#### Work item
List the lines of this listing that hold the word "worn".

START Input data

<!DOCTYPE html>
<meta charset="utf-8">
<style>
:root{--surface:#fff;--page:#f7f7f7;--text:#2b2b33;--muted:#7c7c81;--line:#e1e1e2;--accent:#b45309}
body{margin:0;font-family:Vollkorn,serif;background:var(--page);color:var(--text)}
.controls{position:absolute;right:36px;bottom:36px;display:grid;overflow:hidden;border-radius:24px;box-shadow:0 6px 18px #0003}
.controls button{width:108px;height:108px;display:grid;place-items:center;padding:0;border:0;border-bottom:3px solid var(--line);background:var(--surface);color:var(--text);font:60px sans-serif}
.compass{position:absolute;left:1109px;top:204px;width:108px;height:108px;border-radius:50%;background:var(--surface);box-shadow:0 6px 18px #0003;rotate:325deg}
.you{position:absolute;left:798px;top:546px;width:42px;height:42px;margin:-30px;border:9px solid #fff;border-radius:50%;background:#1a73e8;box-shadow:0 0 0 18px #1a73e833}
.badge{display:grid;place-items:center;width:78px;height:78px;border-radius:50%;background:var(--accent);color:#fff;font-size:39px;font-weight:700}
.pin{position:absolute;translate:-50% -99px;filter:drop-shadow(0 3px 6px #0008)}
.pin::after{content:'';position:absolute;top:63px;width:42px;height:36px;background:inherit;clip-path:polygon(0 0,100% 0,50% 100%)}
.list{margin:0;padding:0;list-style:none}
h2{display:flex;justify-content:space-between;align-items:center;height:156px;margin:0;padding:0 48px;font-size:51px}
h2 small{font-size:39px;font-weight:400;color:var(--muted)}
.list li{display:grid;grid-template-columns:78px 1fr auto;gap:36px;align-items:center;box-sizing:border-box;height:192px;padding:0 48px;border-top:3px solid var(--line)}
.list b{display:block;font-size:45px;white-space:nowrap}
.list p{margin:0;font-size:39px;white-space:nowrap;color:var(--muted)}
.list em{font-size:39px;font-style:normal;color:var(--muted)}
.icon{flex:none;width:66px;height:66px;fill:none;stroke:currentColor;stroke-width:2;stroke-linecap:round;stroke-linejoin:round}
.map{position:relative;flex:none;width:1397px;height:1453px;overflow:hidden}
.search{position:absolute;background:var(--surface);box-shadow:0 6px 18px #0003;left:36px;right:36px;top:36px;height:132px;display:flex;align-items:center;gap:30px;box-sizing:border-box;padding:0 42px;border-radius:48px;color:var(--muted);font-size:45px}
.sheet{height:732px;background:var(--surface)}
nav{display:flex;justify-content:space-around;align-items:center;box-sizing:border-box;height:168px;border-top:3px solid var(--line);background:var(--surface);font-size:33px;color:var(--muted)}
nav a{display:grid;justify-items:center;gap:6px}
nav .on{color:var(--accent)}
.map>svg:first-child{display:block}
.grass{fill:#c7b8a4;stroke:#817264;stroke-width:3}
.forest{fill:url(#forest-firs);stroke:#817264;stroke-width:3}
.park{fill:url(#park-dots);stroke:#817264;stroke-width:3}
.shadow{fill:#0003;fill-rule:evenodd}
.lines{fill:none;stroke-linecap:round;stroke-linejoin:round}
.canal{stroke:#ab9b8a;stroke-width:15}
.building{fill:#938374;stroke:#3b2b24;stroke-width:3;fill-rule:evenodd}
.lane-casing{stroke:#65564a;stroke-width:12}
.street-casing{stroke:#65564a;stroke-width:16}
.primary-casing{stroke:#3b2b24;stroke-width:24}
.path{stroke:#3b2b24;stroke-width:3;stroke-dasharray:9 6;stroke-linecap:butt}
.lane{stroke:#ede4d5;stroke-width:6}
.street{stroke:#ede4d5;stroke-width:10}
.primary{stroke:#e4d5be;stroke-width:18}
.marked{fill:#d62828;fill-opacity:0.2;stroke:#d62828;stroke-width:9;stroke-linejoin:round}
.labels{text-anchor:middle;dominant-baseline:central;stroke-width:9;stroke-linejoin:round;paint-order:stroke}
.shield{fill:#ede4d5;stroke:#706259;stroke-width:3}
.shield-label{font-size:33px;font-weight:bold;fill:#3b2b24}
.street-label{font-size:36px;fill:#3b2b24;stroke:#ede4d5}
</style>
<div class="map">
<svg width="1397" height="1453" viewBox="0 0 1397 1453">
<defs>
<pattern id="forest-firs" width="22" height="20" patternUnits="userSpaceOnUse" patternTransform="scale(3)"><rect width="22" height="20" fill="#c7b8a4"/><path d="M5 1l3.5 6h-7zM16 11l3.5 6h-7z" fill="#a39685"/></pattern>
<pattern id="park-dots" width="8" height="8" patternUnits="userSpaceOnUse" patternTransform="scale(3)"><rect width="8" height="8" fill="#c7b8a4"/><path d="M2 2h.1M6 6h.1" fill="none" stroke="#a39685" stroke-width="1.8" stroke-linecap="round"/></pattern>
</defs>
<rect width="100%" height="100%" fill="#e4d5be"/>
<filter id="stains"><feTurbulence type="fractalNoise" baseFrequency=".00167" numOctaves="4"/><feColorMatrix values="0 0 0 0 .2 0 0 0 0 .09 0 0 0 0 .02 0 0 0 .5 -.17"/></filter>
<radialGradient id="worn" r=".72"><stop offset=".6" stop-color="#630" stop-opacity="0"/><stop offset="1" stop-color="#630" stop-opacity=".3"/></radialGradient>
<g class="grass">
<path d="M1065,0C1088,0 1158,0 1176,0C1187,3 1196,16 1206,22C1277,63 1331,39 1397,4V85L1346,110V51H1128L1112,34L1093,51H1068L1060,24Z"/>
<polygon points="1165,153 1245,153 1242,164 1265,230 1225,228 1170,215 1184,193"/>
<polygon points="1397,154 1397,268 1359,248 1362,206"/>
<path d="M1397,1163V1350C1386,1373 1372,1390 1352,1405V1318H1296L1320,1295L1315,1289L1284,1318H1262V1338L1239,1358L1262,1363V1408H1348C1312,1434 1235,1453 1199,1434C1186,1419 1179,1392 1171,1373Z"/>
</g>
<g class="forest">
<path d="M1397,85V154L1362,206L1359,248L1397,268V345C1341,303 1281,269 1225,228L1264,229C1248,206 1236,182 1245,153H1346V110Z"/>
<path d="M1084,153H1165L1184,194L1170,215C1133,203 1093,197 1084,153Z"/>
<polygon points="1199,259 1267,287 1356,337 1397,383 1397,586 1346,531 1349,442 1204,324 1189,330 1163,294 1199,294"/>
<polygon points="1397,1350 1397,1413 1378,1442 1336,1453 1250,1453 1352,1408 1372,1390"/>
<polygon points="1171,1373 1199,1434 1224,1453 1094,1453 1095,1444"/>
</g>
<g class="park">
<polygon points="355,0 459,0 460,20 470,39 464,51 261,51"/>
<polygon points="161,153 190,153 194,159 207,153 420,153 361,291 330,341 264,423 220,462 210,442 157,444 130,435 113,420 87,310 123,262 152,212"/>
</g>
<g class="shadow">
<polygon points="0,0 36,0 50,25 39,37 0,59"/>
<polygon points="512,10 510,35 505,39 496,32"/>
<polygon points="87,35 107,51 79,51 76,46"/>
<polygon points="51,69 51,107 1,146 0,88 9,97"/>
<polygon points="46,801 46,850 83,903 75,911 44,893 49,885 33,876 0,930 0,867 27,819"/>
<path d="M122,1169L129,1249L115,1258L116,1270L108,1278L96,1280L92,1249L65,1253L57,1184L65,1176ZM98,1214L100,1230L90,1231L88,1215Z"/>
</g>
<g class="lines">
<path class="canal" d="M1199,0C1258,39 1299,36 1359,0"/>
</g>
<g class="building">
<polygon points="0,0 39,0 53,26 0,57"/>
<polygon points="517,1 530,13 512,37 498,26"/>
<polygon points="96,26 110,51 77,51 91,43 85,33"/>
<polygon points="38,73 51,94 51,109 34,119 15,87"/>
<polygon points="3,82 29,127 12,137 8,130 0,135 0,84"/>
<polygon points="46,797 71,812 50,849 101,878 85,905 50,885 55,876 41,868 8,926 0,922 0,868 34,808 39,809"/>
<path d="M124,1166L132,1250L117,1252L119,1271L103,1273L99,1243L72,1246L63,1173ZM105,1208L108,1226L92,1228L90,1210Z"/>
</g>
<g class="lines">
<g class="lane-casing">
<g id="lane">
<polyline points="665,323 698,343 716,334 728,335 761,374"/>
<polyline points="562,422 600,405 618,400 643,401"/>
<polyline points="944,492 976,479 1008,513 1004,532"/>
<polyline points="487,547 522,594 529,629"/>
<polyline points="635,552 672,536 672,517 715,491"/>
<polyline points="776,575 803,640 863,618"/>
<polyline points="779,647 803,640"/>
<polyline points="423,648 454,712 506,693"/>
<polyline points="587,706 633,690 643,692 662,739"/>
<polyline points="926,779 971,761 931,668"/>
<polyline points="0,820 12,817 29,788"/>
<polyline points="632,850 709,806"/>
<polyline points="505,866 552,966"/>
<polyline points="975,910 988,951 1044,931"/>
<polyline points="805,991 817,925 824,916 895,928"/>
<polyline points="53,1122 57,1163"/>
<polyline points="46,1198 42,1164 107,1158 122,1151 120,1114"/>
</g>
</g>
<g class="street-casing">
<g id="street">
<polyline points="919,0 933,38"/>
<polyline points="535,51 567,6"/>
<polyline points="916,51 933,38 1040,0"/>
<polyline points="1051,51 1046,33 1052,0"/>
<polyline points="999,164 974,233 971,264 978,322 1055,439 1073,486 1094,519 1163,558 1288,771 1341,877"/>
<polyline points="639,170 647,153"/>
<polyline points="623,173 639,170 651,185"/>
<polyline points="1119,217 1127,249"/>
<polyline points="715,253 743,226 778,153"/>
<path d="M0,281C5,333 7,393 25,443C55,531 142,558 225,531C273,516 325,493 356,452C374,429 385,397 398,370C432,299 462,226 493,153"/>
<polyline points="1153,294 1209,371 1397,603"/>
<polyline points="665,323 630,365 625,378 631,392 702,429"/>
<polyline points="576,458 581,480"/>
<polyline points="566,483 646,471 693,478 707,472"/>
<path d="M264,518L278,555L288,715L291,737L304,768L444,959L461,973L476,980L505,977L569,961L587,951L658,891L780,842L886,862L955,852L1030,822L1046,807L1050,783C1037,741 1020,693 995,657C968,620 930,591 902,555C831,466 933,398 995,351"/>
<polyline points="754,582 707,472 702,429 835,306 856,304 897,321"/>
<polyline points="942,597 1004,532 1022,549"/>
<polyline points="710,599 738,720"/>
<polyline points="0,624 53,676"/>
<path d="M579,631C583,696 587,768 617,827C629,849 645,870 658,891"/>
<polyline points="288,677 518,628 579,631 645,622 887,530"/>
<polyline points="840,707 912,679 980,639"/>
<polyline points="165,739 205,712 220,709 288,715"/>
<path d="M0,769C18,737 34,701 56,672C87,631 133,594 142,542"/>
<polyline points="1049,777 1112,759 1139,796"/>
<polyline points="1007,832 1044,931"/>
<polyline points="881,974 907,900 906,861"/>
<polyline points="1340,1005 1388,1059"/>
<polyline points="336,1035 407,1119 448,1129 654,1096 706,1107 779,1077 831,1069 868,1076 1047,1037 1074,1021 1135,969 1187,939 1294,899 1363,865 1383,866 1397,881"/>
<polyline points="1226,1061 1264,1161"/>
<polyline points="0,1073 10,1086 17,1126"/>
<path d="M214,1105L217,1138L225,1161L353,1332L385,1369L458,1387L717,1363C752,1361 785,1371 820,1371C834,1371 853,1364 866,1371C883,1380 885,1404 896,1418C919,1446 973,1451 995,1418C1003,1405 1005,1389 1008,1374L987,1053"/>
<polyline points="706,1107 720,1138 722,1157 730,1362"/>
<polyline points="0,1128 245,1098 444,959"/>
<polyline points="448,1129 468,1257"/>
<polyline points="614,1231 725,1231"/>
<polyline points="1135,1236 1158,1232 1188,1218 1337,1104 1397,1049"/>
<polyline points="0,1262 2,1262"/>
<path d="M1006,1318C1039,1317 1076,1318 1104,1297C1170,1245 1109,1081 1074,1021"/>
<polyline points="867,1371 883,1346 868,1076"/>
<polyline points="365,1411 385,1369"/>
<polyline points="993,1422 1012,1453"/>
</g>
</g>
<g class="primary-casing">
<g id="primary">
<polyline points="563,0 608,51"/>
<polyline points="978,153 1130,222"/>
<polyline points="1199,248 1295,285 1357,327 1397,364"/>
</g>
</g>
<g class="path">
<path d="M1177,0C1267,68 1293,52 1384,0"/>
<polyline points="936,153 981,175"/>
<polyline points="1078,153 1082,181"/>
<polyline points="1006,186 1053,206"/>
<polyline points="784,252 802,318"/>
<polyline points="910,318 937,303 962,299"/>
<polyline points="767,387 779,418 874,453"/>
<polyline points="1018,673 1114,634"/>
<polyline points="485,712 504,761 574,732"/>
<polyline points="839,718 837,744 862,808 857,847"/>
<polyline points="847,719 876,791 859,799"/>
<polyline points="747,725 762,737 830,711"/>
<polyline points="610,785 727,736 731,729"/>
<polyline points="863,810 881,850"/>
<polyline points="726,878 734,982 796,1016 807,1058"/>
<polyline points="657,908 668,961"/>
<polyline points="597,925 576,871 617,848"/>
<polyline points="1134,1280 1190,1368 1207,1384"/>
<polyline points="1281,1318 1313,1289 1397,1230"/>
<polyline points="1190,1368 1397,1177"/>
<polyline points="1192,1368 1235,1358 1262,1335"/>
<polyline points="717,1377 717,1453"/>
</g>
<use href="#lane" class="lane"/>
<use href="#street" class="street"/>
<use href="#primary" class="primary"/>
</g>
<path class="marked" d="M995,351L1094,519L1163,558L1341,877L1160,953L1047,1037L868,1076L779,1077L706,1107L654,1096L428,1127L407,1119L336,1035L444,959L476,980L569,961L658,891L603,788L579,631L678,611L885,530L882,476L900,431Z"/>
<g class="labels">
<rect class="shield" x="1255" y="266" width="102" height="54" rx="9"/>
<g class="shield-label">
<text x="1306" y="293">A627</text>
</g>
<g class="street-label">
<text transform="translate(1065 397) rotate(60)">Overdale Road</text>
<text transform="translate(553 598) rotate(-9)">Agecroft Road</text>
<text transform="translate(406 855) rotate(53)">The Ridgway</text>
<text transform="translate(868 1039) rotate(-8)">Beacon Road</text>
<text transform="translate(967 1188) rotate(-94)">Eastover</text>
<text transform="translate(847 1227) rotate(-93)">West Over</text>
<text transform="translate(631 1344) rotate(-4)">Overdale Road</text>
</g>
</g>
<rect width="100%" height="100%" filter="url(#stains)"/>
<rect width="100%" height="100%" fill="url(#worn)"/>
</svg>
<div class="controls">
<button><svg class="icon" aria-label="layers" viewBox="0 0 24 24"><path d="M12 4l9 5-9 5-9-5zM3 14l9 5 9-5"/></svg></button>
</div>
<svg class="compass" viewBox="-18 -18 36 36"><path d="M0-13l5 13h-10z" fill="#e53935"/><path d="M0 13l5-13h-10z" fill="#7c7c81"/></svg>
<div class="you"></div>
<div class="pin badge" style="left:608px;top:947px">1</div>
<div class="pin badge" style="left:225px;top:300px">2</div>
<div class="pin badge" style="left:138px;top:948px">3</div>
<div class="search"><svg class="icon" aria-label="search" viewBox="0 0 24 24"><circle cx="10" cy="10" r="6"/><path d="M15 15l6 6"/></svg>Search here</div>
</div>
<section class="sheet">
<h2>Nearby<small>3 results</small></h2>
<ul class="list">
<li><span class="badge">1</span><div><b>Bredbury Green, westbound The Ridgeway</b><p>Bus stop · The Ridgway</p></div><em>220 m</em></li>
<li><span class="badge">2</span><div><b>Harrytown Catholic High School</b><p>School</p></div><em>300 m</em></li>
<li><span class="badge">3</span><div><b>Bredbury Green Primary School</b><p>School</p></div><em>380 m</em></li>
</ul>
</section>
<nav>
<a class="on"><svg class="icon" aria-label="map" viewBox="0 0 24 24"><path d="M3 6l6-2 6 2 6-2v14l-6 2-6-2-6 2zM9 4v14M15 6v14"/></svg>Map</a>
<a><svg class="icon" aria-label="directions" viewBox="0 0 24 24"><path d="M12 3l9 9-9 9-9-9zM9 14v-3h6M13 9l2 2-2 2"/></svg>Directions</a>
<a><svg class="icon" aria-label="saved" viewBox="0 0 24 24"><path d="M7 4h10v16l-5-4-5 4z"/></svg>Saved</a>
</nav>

END Input data

#### Exercise output
<radialGradient id="worn" r=".72"><stop offset=".6" stop-color="#630" stop-opacity="0"/><stop offset="1" stop-color="#630" stop-opacity=".3"/></radialGradient>
<rect width="100%" height="100%" fill="url(#worn)"/>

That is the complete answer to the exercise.